Continuous variables are expressed as mean±SD. Differences among the genotypes were compared by ANOVA for phenotypes with equal variance and by the Kruskal-Wallis test for those with unequal variance. Distribution of the categorical variables among genotypes was compared by the Pearson χ2 or Fisher exact test. To detect interactions between the genotypes and the response to treatment, mean changes in plasma lipid levels and minimal lumen diameter (MLD) among the genotypes were compared by ANOVA. Statistical analysis was performed with the use of STATA, version 5.0 (Stata Corp).

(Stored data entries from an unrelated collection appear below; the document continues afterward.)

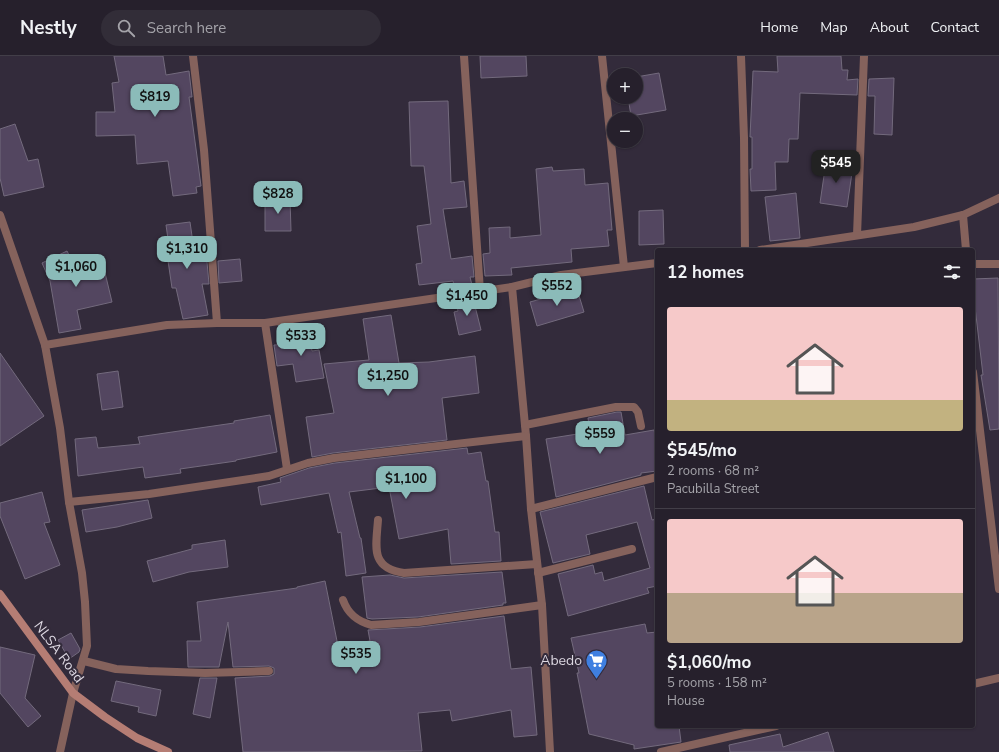 <!DOCTYPE html>
<html lang="en">
<head>
<meta charset="utf-8">
<style>
	:root { --surface:#26202c; --page:#322d38; --text:#f1f3f6; --muted:#a4a3a9; --line:#423e48; --accent:#8bbbb9 }
	body { margin:0; font-family:"Nunito Sans",sans-serif; background:var(--page); color:var(--text); height:100vh; display:flex; flex-direction:column; font-size:15px; white-space:nowrap }
	* { box-sizing:border-box; margin:0 }
	p { font-size:13px; color:var(--muted) }
	.icon { flex:none; width:22px; height:22px; fill:none; stroke:currentColor; stroke-width:2; stroke-linecap:round; stroke-linejoin:round }
	.map { position:relative; flex:1; overflow:hidden }
	.side { position:absolute; left:655px; top:192px; width:320px; height:480px; display:flex; flex-direction:column; background:var(--surface); border-radius:4px; box-shadow:0 1px 3px #0004,0 0 0 1px var(--line) }
	.side>* { flex:none }
	.fabs { position:absolute; left:607px; top:12px; display:grid; gap:8px }
	.fabs a { display:grid; place-items:center; width:36px; height:36px; border-radius:50%; background:var(--surface); box-shadow:0 1px 3px #0004,0 0 0 1px var(--line); font-size:20px }
	.price { position:absolute; translate:-50% -34px; padding:0 9px; border-radius:8px; background:var(--accent); color:#111; font-size:13px; line-height:26px; filter:drop-shadow(0 1px 2px #0008) }
	.price::after { content:''; position:absolute; left:50%; top:24px; width:12px; height:9px; margin-left:-6px; background:inherit; clip-path:polygon(0 0,100% 0,50% 100%) }
	.price.on { background:#222; color:#fff }
	ul { padding:0; list-style:none }
	li { display:grid; align-content:center; gap:8px; height:212px; padding:0 12px }
	li+li { border-top:1px solid var(--line) }
	li span { display:grid; place-items:center; height:124px; border-radius:4px; color:#555 }
	li>.icon { margin-inline-start:auto }
	span .icon { width:72px; height:72px; fill:#fffc; stroke-width:1 }
	li b { font-size:17px }
	h2 { display:flex; justify-content:space-between; align-items:center; height:48px; padding:0 12px; font-size:17px }
	header { display:flex; align-items:center; gap:24px; box-sizing:border-box; height:56px; padding:0 20px; background:var(--surface); border-bottom:1px solid var(--line) }
	header strong { font-size:19px }
	nav { display:flex; gap:22px; margin-inline-start:auto; font-size:14px }
	.search { width:280px; height:36px; background:var(--page); display:flex; align-items:center; gap:10px; box-sizing:border-box; padding:0 14px; border-radius:22px; color:var(--muted); font-size:15px }
	.map>svg:first-child { display:block }
	.building { fill:#534660; stroke:#736a7d }
	.lines { fill:none; stroke-linecap:round; stroke-linejoin:round }
	.minor { stroke:#85625c; stroke-width:8 }
	.secondary { stroke:#b57d74; stroke-width:8 }
	.labels { text-anchor:middle; dominant-baseline:central; stroke-width:4; stroke-linejoin:round; paint-order:stroke }
	.street-label { font-size:14px; fill:#dcd7e1; stroke:#332b3b }
	.poi-label { font-size:14px; fill:#dcd7e1; stroke:#332b3b; text-anchor:end }
</style>
</head>
<body>
<header>
<strong>Nestly</strong>
<div class="search"><svg class="icon" aria-label="search" viewBox="0 0 24 24"><circle cx="10" cy="10" r="6"/><path d="M15 15l6 6"/></svg>Search here</div>
<nav><a>Home</a><a>Map</a><a>About</a><a>Contact</a></nav>
</header>
<div class="map">
<svg width="999" height="696" viewBox="0 0 999 696">
	<rect width="100%" height="100%" fill="#332b3b"/>
	<g class="building">
		<polygon points="114,0 163,0 166,19 189,15 192,41 189,41 201,130 196,131 197,137 173,140 168,105 137,108 135,79 96,80 96,56 115,56 112,27 119,26"/>
		<polygon points="480,0 526,0 527,20 481,22"/>
		<polygon points="777,0 841,0 842,14 848,14 847,24 858,23 857,39 800,37 798,83 789,83 788,106 775,106 776,134 751,135 750,113 752,113 752,81 750,81 753,15 778,16"/>
		<polygon points="659,17 666,54 631,60 628,41 636,41 636,21"/>
		<polygon points="894,22 892,79 874,78 875,40 868,40 869,23"/>
		<polygon points="448,45 451,127 464,125 467,151 443,153 451,203 472,200 474,221 470,221 472,229 470,230 471,231 455,234 453,225 419,229 416,208 422,207 417,170 431,168 424,110 411,110 409,46"/>
		<polygon points="15,68 28,105 38,103 44,131 4,140 0,122 0,73"/>
		<polygon points="826,106 853,110 847,151 820,147"/>
		<polygon points="552,111 553,115 584,113 585,129 608,127 612,174 607,174 609,190 571,193 572,206 511,212 512,219 485,220 483,198 490,197 489,172 510,171 510,182 541,179 536,113"/>
		<polygon points="796,137 800,182 770,185 765,141"/>
		<polygon points="290,143 291,175 265,175 265,144"/>
		<polygon points="663,154 664,188 639,189 639,155"/>
		<polygon points="190,166 194,194 204,193 207,206 209,228 202,228 208,259 183,263 176,232 172,232 167,198 170,197 166,169"/>
		<polygon points="67,195 73,207 101,200 112,246 77,254 81,273 59,277 50,225 42,207"/>
		<polygon points="240,203 242,225 219,227 218,205"/>
		<polygon points="998,222 999,373 990,374 981,319 983,319 975,251 973,251 973,223"/>
		<polygon points="577,233 584,256 537,270 530,246"/>
		<polygon points="473,242 481,274 459,279 454,256 458,255 456,245"/>
		<polygon points="391,259 399,307 429,306 475,300 479,337 442,342 447,384 333,397 312,401 306,361 334,357 324,308 369,304 363,263"/>
		<polygon points="309,275 312,295 319,294 324,322 296,326 293,308 277,310 274,289 292,288 291,277"/>
		<polygon points="0,297 44,360 0,390"/>
		<polygon points="118,315 123,351 102,354 97,318"/>
		<polygon points="617,356 621,356 625,379 654,374 657,391 657,415 641,417 641,419 556,441 546,383 590,376 588,362"/>
		<polygon points="270,359 277,396 236,404 236,405 180,413 181,417 145,422 143,411 78,420 75,383 96,381 98,392 140,388 138,381 234,367 234,365"/>
		<polygon points="467,392 468,398 481,396 486,425 488,425 495,476 499,476 501,505 451,508 448,473 399,483 389,431 349,436 360,482 361,482 366,517 346,520 341,476 338,477 329,437 261,449 258,431 281,426 280,422 309,412 335,407"/>
		<polygon points="644,430 652,464 657,463 657,530 647,532 649,537 568,560 558,518 593,509 595,518 602,516 604,525 650,512 637,466 586,479 590,498 553,507 540,456"/>
		<polygon points="42,436 50,466 44,467 60,509 25,523 0,460 0,447"/>
		<polygon points="148,444 152,462 117,471 86,476 82,454"/>
		<polygon points="225,484 228,511 189,516 153,526 147,505 192,493 192,489"/>
		<polygon points="502,516 506,547 503,547 503,549 418,561 372,563 367,562 362,521 390,519 404,522"/>
		<polygon points="325,525 338,590 370,585 368,574 420,571 504,560 511,613 531,611 537,679 514,681 511,654 452,665 450,654 418,657 422,695 243,696 235,622 270,620 274,618 274,612 269,610 233,611 228,566 219,611 188,611 187,585 201,585 197,546 297,532 297,531"/>
		<polygon points="645,568 647,577 657,576 657,670 679,670 681,686 634,693 634,689 589,678 577,617 579,617 571,582"/>
		<polygon points="71,577 80,593 79,596 69,603 58,584"/>
		<polygon points="0,591 35,599 25,642 41,660 28,671 0,637"/>
		<polygon points="200,622 217,622 210,662 193,658"/>
		<polygon points="116,625 161,634 156,660 138,656 139,651 111,645"/>
		<polygon points="828,676 834,696 730,696 729,689 780,678 783,691"/>
	</g>
	<g class="lines">
		<g class="minor">
			<polyline points="193,0 204,94 217,267"/>
			<polyline points="464,0 480,235"/>
			<polyline points="602,0 624,211"/>
			<polyline points="741,0 744,82 745,194"/>
			<polyline points="0,159 45,289 60,372 69,446 82,517 85,546 87,590 73,637 60,696"/>
			<polyline points="963,159 966,194"/>
			<polyline points="857,179 864,0"/>
			<polyline points="760,194 914,171 963,159 999,142"/>
			<polyline points="973,208 999,208"/>
			<polyline points="512,231 526,380 531,453 542,549 550,696"/>
			<polyline points="265,267 287,413"/>
			<polyline points="45,289 167,269 217,267 265,267 512,231 561,219 657,207"/>
			<polyline points="973,316 999,533"/>
			<polyline points="525,369 616,351 634,351 638,356 641,370"/>
			<polyline points="69,446 149,438 269,420 308,407 334,402 526,380"/>
			<polyline points="531,453 657,421"/>
			<path d="M378 464C376 491 370 512 404 517L537 508"/>
			<polyline points="538,517 632,493"/>
			<path d="M343 544C348 558 357 565 371 569L419 566 542 549"/>
			<polyline points="84,605 116,613 148,615 205,617 269,615"/>
			<polyline points="973,628 999,622"/>
			<polyline points="661,696 776,670"/>
		</g>
		<polyline class="secondary" points="0,538 73,637 105,661 137,682 168,696"/>
	</g>
	<defs>
		<symbol id="supermarket-pin" viewBox="-11 -11 22 30"><path d="M0 17L-7.5 6A9.5 9.5 0 1 1 7.5 6Z" fill="#3f7fe0" stroke="#332b3b"/><path d="M-6-5.5h2.5l.6 2H6L4.5 2H-2.5L-4.4-4H-6ZM-1.5 3.2a1.3 1.3 0 1 0 .1 0ZM3 3.2a1.3 1.3 0 1 0 .1 0Z" fill="#fff"/></symbol>
	</defs>
	<g fill-rule="evenodd">
		<use href="#supermarket-pin" x="584" y="592" width="25" height="34"/>
	</g>
	<g class="labels">
		<g class="street-label">
			<text transform="translate(59 596) rotate(53)">NLSA Road</text>
		</g>
		<g class="poi-label">
			<text x="582" y="604">Abedo</text>
		</g>
	</g>
</svg>
<div class="fabs">
<a>+</a>
<a>−</a>
</div>
<b class="price" style="left:155px;top:62px">$819</b>
<b class="price on" style="left:836px;top:128px">$545</b>
<b class="price" style="left:278px;top:159px">$828</b>
<b class="price" style="left:187px;top:214px">$1,310</b>
<b class="price" style="left:76px;top:232px">$1,060</b>
<b class="price" style="left:557px;top:251px">$552</b>
<b class="price" style="left:467px;top:261px">$1,450</b>
<b class="price" style="left:301px;top:301px">$533</b>
<b class="price" style="left:388px;top:341px">$1,250</b>
<b class="price" style="left:600px;top:399px">$559</b>
<b class="price" style="left:406px;top:444px">$1,100</b>
<b class="price" style="left:356px;top:619px">$535</b>
<section class="side">
<h2>12 homes<svg class="icon" aria-label="filters" viewBox="0 0 24 24"><path d="M4 7h16M4 17h16"/><circle cx="9" cy="7" r="2"/><circle cx="15" cy="17" r="2"/></svg></h2>
<ul>
<li><span style="background:linear-gradient(#f6c9c9 75%,#c2b280 0)"><svg class="icon" aria-label="home" viewBox="0 0 24 24"><path d="M3 11l9-7 9 7M6 9v11h12V9"/></svg></span><div><b>$545/mo</b><p>2 rooms · 68 m²</p><p>Pacubilla Street</p></div></li>
<li><span style="background:linear-gradient(#f6c9c9 60%,#b9a48a 0)"><svg class="icon" aria-label="home" viewBox="0 0 24 24"><path d="M3 11l9-7 9 7M6 9v11h12V9"/></svg></span><div><b>$1,060/mo</b><p>5 rooms · 158 m²</p><p>House</p></div></li>
</ul>
</section>
</div>
</body>
</html>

−477C/T and −320G/C genotypes were determined in 372 of 429 LCAS participants for whom DNA samples were available. The −419A/C polymorphism was detected in only 1 of 63 subjects; therefore, because of its low frequency, no additional genotyping was performed. The size of the PCR amplicon for the −477C/T polymorphism was 351 bp. Subjects with the CC genotype (n=127) were identified by the presence of 148-, 130-, and 73-bp products on gel electrophoresis; those with the CT genotype (n=171) were identified by the presence of 278-, 148-, 130-, and 73-bp bands; and those with the TT genotype (n=74) were identified by the presence of 278- and 73-bp bands. The frequency of the T allele was 0.43.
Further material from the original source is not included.